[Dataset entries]

——

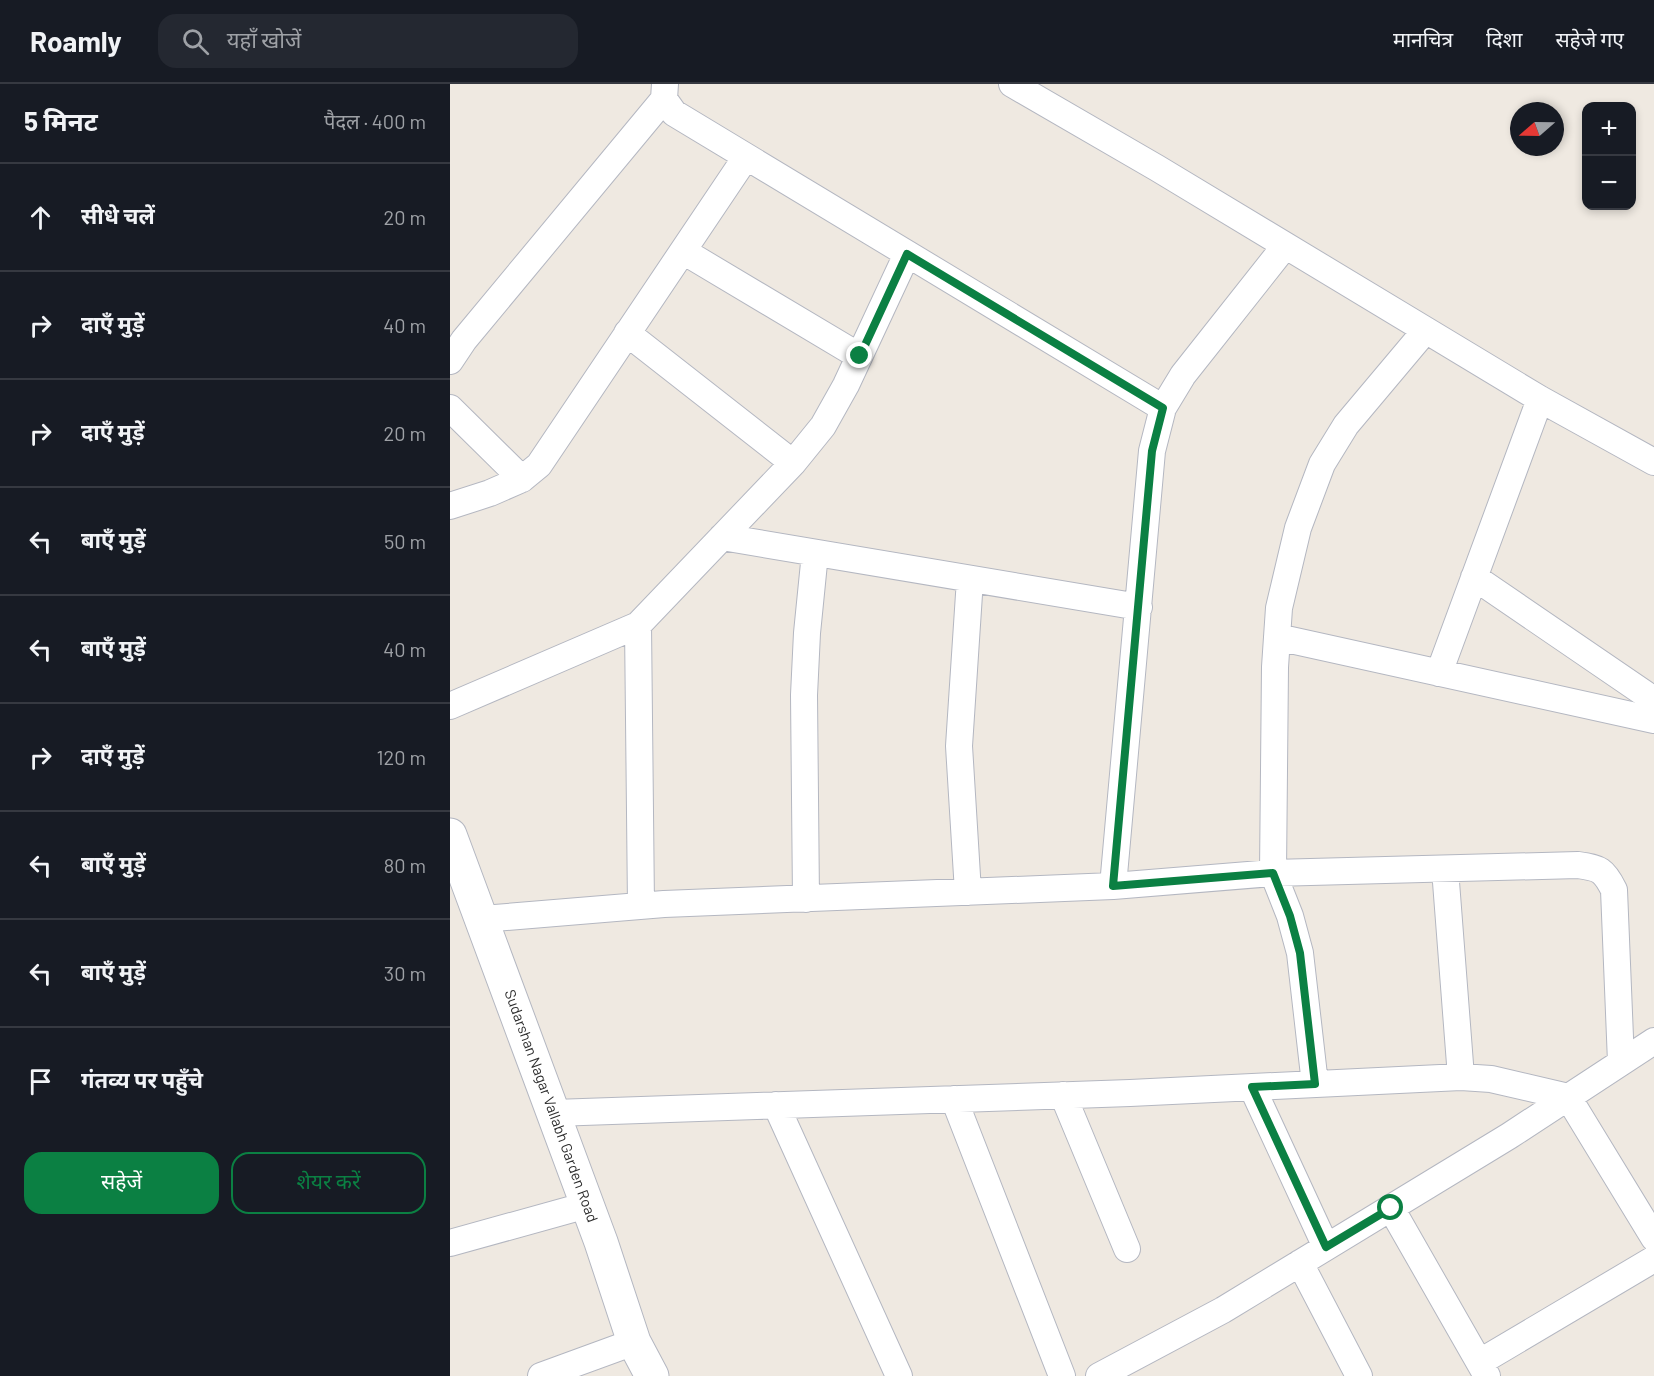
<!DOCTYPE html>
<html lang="hi">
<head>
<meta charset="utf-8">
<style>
  body { margin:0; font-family:Barlow,"Noto Sans Devanagari",sans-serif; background:#242831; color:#f1f3f6 }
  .controls { position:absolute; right:18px; top:18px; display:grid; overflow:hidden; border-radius:12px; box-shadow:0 3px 9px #0003 }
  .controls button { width:54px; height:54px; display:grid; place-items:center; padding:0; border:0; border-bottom:2px solid #363941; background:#171b24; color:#f1f3f6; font:30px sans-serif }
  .compass { position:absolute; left:1060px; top:18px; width:54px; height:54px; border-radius:50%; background:#171b24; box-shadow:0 3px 9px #0003; rotate:250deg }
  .stop { position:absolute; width:18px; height:18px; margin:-14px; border:4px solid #0b8043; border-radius:50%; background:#fff }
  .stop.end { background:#0b8043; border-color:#fff; box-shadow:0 2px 6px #0008 }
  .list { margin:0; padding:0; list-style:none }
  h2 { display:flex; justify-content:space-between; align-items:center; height:78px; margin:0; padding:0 24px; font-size:26px }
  h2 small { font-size:20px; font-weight:400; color:#9ea1a6 }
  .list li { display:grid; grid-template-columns:39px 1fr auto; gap:18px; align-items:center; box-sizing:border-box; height:108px; padding:0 24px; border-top:2px solid #363941 }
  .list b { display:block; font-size:22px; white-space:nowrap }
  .list em { font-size:20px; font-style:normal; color:#9ea1a6 }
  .actions { display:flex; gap:12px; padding:18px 24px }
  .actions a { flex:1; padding:14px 0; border:2px solid #0b8043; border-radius:18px; text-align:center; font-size:21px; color:#0b8043 }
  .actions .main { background:#0b8043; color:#fff }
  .icon { flex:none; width:33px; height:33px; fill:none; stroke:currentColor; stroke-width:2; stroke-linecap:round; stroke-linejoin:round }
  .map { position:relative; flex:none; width:1204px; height:1292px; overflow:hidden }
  header { display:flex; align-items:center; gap:36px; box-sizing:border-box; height:84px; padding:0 30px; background:#171b24; border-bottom:2px solid #363941 }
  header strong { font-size:28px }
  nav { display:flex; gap:33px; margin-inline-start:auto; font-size:21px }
  .search { width:420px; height:54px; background:#242831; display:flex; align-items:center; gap:15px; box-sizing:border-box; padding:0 21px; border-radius:18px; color:#9ea1a6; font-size:22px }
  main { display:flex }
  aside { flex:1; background:#171b24 }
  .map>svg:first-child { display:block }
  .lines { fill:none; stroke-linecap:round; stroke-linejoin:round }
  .street-casing { stroke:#b4b7c1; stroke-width:28 }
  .secondary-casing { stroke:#b4b7c1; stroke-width:35 }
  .street { stroke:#fff; stroke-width:26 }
  .secondary { stroke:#fff; stroke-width:33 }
  .route { stroke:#0b8043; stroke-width:8 }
  .labels { text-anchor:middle; stroke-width:4.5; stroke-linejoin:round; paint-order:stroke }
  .street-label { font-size:15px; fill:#2e2e2e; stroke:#fff }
</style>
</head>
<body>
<header>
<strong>Roamly</strong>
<div class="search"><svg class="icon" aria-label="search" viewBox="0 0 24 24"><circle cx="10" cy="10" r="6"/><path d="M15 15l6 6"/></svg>यहाँ खोजें</div>
<nav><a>मानचित्र</a><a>दिशा</a><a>सहेजे गए</a></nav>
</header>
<main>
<aside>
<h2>5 मिनट<small>पैदल · 400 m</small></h2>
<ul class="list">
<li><svg class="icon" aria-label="ahead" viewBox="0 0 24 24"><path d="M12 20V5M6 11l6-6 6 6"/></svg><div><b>सीधे चलें</b></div><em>20 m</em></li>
<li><svg class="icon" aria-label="right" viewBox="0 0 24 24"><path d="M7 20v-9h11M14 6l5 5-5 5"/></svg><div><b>दाएँ मुड़ें</b></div><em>40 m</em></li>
<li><svg class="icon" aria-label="right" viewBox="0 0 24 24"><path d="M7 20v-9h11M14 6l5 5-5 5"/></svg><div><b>दाएँ मुड़ें</b></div><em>20 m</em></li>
<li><svg class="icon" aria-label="left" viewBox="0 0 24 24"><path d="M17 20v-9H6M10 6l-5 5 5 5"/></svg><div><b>बाएँ मुड़ें</b></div><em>50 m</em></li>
<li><svg class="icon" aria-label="left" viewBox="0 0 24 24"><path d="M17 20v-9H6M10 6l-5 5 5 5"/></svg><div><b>बाएँ मुड़ें</b></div><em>40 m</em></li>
<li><svg class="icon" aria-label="right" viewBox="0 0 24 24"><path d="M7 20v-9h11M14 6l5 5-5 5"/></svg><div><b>दाएँ मुड़ें</b></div><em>120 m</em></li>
<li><svg class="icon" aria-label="left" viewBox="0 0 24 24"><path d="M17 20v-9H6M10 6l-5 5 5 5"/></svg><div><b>बाएँ मुड़ें</b></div><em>80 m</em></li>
<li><svg class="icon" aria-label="left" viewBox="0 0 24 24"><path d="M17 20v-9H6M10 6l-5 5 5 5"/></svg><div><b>बाएँ मुड़ें</b></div><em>30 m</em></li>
<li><svg class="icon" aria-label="arrive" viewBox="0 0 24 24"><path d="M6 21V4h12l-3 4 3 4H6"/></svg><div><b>गंतव्य पर पहुँचे</b></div></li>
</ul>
<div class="actions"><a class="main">सहेजें</a><a>शेयर करें</a></div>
</aside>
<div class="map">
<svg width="1204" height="1292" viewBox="0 0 1204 1292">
  <rect width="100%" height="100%" fill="#efe9e1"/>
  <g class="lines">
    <g class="street-casing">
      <path id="street" d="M215,0L214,15L224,29L713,324
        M562,0L707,84L1090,315L1204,378
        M233,167L409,272
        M177,249L343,379
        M0,277L14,256L214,15
        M0,324L72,395
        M0,422L40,409L72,395L89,381L296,73
        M272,453L689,523
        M1024,493L1204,616
        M188,541L191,822
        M827,553L1204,636
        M989,589L1090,315
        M0,622L188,541L343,379L373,342L396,301L457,170
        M995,785L1011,993
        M663,802L702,367L713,324L733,291L835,162
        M518,808L509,662L520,495
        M356,815L354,611L357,549L365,469
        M32,835L214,820L663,802L823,789L1128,781C1150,784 1154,786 1164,806L1171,978
        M865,1000L850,869L840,832L823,789L825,583L829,524L848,444L872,380L896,341L975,247
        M802,1003L876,1163
        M613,1011L677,1165
        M504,1015L612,1292
        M326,1021L449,1292
        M104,1029L680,1009L1011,993L1041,995L1118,1013L1204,1154
        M941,1124L1037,1292
        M0,1159L137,1121
        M850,1179L909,1292
        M1030,1278L1204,1175
        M91,1292L184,1258
        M649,1292L773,1226L1059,1052L1204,957"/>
    </g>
    <g class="secondary-casing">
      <path id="secondary" d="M0,751L151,1158L184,1258L202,1292"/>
    </g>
    <use href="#street" class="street"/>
    <use href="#secondary" class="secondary"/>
  </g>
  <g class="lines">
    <path class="route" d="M410,272L457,170L713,324L702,367L663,802L823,789L840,832L850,869L865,1000L802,1003L876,1163L941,1124"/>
  </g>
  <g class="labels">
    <g class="street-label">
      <text transform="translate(101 1022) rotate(70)" y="5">Sudarshan Nagar Vallabh Garden Road</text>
    </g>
  </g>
</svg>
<div class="controls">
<button>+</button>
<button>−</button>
</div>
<svg class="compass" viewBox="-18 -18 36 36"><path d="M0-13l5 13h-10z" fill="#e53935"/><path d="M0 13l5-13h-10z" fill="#9ea1a6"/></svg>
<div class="stop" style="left:941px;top:1124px"></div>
<div class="stop end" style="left:410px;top:272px"></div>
</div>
</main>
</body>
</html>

——

What is needed is an exact copy of the lines from the beginning of the data through the line containing "display:flex; align-items:center; gap:36px;", both included, without any pictures.

<!DOCTYPE html>
<html lang="hi">
<head>
<meta charset="utf-8">
<style>
  body { margin:0; font-family:Barlow,"Noto Sans Devanagari",sans-serif; background:#242831; color:#f1f3f6 }
  .controls { position:absolute; right:18px; top:18px; display:grid; overflow:hidden; border-radius:12px; box-shadow:0 3px 9px #0003 }
  .controls button { width:54px; height:54px; display:grid; place-items:center; padding:0; border:0; border-bottom:2px solid #363941; background:#171b24; color:#f1f3f6; font:30px sans-serif }
  .compass { position:absolute; left:1060px; top:18px; width:54px; height:54px; border-radius:50%; background:#171b24; box-shadow:0 3px 9px #0003; rotate:250deg }
  .stop { position:absolute; width:18px; height:18px; margin:-14px; border:4px solid #0b8043; border-radius:50%; background:#fff }
  .stop.end { background:#0b8043; border-color:#fff; box-shadow:0 2px 6px #0008 }
  .list { margin:0; padding:0; list-style:none }
  h2 { display:flex; justify-content:space-between; align-items:center; height:78px; margin:0; padding:0 24px; font-size:26px }
  h2 small { font-size:20px; font-weight:400; color:#9ea1a6 }
  .list li { display:grid; grid-template-columns:39px 1fr auto; gap:18px; align-items:center; box-sizing:border-box; height:108px; padding:0 24px; border-top:2px solid #363941 }
  .list b { display:block; font-size:22px; white-space:nowrap }
  .list em { font-size:20px; font-style:normal; color:#9ea1a6 }
  .actions { display:flex; gap:12px; padding:18px 24px }
  .actions a { flex:1; padding:14px 0; border:2px solid #0b8043; border-radius:18px; text-align:center; font-size:21px; color:#0b8043 }
  .actions .main { background:#0b8043; color:#fff }
  .icon { flex:none; width:33px; height:33px; fill:none; stroke:currentColor; stroke-width:2; stroke-linecap:round; stroke-linejoin:round }
  .map { position:relative; flex:none; width:1204px; height:1292px; overflow:hidden }
  header { display:flex; align-items:center; gap:36px; box-sizing:border-box; height:84px; padding:0 30px; background:#171b24; border-bottom:2px solid #363941 }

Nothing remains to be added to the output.